[[ Provided records open ]]
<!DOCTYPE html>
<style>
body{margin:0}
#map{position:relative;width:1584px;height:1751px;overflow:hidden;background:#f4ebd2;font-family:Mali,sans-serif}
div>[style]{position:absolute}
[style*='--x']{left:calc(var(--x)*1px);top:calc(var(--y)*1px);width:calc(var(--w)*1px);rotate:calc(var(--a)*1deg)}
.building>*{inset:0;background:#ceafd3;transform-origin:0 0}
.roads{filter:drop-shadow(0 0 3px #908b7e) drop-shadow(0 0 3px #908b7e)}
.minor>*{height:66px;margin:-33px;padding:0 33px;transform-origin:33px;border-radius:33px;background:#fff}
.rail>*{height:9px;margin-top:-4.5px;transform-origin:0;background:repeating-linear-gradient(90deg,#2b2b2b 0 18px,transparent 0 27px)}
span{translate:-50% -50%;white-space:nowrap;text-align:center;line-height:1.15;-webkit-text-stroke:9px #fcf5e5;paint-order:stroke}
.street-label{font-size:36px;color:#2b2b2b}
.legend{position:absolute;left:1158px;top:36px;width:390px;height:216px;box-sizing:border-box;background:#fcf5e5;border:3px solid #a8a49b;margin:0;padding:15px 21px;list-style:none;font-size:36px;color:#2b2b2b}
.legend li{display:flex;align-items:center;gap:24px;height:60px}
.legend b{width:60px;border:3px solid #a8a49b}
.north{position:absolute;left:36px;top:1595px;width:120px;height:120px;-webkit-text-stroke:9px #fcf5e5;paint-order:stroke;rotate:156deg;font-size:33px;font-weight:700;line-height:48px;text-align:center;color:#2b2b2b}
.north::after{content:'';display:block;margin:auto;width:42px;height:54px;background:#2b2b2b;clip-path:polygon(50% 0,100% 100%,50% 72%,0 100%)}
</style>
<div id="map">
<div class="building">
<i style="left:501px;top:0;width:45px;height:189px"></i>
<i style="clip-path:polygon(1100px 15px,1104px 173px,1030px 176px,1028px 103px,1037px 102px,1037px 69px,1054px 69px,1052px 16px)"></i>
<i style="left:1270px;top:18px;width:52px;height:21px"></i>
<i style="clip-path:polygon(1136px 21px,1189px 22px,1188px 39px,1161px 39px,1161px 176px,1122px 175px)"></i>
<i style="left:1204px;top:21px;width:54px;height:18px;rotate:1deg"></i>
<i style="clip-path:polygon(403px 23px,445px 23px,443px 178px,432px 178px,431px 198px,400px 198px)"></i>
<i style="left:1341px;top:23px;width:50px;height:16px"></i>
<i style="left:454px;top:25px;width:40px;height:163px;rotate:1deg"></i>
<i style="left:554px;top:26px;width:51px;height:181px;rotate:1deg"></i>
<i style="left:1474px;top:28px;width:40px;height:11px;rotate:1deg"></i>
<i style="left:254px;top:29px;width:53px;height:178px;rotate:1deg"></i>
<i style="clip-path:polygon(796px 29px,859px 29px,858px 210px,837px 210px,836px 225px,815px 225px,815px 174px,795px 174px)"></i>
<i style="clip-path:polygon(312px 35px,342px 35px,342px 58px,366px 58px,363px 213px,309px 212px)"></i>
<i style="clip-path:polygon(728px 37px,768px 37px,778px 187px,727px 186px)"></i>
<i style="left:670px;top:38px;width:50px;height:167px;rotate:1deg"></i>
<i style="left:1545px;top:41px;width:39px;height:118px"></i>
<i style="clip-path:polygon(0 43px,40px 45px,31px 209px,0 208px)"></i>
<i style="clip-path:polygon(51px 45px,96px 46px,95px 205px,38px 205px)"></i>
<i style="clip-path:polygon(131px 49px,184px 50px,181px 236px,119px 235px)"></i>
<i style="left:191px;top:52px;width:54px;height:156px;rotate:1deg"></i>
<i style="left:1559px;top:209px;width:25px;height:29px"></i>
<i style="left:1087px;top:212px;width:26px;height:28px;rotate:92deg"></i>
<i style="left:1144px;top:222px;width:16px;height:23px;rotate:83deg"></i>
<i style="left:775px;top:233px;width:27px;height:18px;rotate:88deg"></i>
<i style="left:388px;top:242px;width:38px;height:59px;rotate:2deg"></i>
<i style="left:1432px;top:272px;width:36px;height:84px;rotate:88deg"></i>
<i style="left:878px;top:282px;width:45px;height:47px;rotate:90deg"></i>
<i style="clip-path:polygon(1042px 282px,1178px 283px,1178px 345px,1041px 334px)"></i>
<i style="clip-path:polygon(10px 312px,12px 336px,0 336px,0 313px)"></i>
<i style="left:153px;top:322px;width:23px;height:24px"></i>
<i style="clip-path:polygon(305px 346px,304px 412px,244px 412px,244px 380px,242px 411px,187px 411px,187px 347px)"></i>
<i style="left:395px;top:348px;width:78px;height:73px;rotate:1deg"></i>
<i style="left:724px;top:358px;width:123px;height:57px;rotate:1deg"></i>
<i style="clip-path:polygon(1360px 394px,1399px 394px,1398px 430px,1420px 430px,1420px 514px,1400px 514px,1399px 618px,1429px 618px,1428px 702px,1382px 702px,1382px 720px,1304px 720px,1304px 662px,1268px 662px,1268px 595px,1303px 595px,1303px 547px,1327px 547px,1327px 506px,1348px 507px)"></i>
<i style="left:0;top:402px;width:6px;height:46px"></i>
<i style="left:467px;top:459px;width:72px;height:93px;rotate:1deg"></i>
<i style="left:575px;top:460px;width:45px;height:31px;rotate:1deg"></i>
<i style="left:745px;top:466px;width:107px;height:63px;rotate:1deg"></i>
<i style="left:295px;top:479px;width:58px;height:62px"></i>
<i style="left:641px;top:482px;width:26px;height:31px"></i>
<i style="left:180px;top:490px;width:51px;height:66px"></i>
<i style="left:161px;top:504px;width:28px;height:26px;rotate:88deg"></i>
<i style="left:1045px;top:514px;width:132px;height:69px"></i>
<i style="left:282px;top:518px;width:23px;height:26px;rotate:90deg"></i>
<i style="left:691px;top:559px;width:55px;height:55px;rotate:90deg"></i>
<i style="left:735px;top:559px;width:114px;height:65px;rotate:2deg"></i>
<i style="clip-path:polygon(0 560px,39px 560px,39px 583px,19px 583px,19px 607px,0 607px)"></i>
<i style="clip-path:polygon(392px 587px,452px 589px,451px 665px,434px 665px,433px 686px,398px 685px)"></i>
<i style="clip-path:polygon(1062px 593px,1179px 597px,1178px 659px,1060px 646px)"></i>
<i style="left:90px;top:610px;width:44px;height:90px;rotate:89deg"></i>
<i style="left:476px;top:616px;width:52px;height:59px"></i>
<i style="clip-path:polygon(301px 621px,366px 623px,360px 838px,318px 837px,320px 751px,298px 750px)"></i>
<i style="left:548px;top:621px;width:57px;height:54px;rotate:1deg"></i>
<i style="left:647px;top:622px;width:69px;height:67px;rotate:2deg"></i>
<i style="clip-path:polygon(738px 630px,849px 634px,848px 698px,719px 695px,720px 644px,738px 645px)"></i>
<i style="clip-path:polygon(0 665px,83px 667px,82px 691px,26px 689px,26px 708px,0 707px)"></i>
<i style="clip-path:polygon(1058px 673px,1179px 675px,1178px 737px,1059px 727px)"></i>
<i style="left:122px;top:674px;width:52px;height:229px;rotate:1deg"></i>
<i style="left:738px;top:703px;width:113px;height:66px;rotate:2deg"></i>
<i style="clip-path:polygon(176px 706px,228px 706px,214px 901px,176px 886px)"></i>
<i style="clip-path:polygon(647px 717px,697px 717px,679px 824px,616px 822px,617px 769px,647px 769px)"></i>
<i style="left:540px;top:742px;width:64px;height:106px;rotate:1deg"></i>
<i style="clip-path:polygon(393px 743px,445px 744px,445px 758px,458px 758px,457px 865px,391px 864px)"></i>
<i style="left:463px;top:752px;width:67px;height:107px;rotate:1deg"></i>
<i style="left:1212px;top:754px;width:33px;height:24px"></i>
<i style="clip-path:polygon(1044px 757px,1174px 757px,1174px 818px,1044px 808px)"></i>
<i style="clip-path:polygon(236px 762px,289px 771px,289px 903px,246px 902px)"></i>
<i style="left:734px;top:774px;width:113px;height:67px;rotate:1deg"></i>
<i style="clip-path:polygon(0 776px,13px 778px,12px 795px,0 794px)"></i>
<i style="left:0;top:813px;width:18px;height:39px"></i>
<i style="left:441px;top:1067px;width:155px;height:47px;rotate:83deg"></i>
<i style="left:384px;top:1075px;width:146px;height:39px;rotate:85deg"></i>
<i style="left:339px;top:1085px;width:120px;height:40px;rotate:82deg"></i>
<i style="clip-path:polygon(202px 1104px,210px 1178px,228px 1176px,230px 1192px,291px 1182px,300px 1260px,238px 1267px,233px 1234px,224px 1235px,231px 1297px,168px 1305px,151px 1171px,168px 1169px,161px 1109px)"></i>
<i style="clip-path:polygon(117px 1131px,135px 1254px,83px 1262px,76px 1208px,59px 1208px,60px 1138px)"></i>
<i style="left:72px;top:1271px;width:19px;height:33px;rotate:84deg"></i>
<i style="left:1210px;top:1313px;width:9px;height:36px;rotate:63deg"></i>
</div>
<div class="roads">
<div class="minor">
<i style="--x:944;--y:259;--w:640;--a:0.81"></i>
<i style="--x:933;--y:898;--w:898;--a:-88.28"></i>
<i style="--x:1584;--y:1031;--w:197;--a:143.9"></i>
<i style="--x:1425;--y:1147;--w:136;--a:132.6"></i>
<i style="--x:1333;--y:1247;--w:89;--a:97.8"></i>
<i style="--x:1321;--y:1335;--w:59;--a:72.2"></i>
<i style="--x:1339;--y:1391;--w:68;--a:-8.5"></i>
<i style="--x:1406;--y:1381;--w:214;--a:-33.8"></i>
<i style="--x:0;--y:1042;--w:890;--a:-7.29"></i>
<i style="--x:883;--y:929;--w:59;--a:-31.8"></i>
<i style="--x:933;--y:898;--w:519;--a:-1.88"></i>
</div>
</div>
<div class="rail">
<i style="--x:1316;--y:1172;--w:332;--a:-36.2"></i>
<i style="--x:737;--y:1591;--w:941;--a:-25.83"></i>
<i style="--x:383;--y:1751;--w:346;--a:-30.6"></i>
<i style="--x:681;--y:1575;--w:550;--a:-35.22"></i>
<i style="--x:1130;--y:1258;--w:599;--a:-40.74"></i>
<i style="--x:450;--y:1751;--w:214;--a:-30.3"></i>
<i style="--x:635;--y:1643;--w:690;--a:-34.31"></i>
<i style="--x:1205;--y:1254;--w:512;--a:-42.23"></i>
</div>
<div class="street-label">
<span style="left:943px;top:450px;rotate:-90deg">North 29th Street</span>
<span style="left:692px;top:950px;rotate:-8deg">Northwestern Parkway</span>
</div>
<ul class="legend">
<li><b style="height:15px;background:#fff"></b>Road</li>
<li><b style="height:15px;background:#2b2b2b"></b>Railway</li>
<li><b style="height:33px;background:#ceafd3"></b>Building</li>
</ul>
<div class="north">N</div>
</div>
[[ Provided records closed ]]
Action item: From the first line of the records through the line with "3px #908b7e) drop-shadow(0", retype everything word for word, including both ends.

Answer box:
<!DOCTYPE html>
<style>
body{margin:0}
#map{position:relative;width:1584px;height:1751px;overflow:hidden;background:#f4ebd2;font-family:Mali,sans-serif}
div>[style]{position:absolute}
[style*='--x']{left:calc(var(--x)*1px);top:calc(var(--y)*1px);width:calc(var(--w)*1px);rotate:calc(var(--a)*1deg)}
.building>*{inset:0;background:#ceafd3;transform-origin:0 0}
.roads{filter:drop-shadow(0 0 3px #908b7e) drop-shadow(0 0 3px #908b7e)}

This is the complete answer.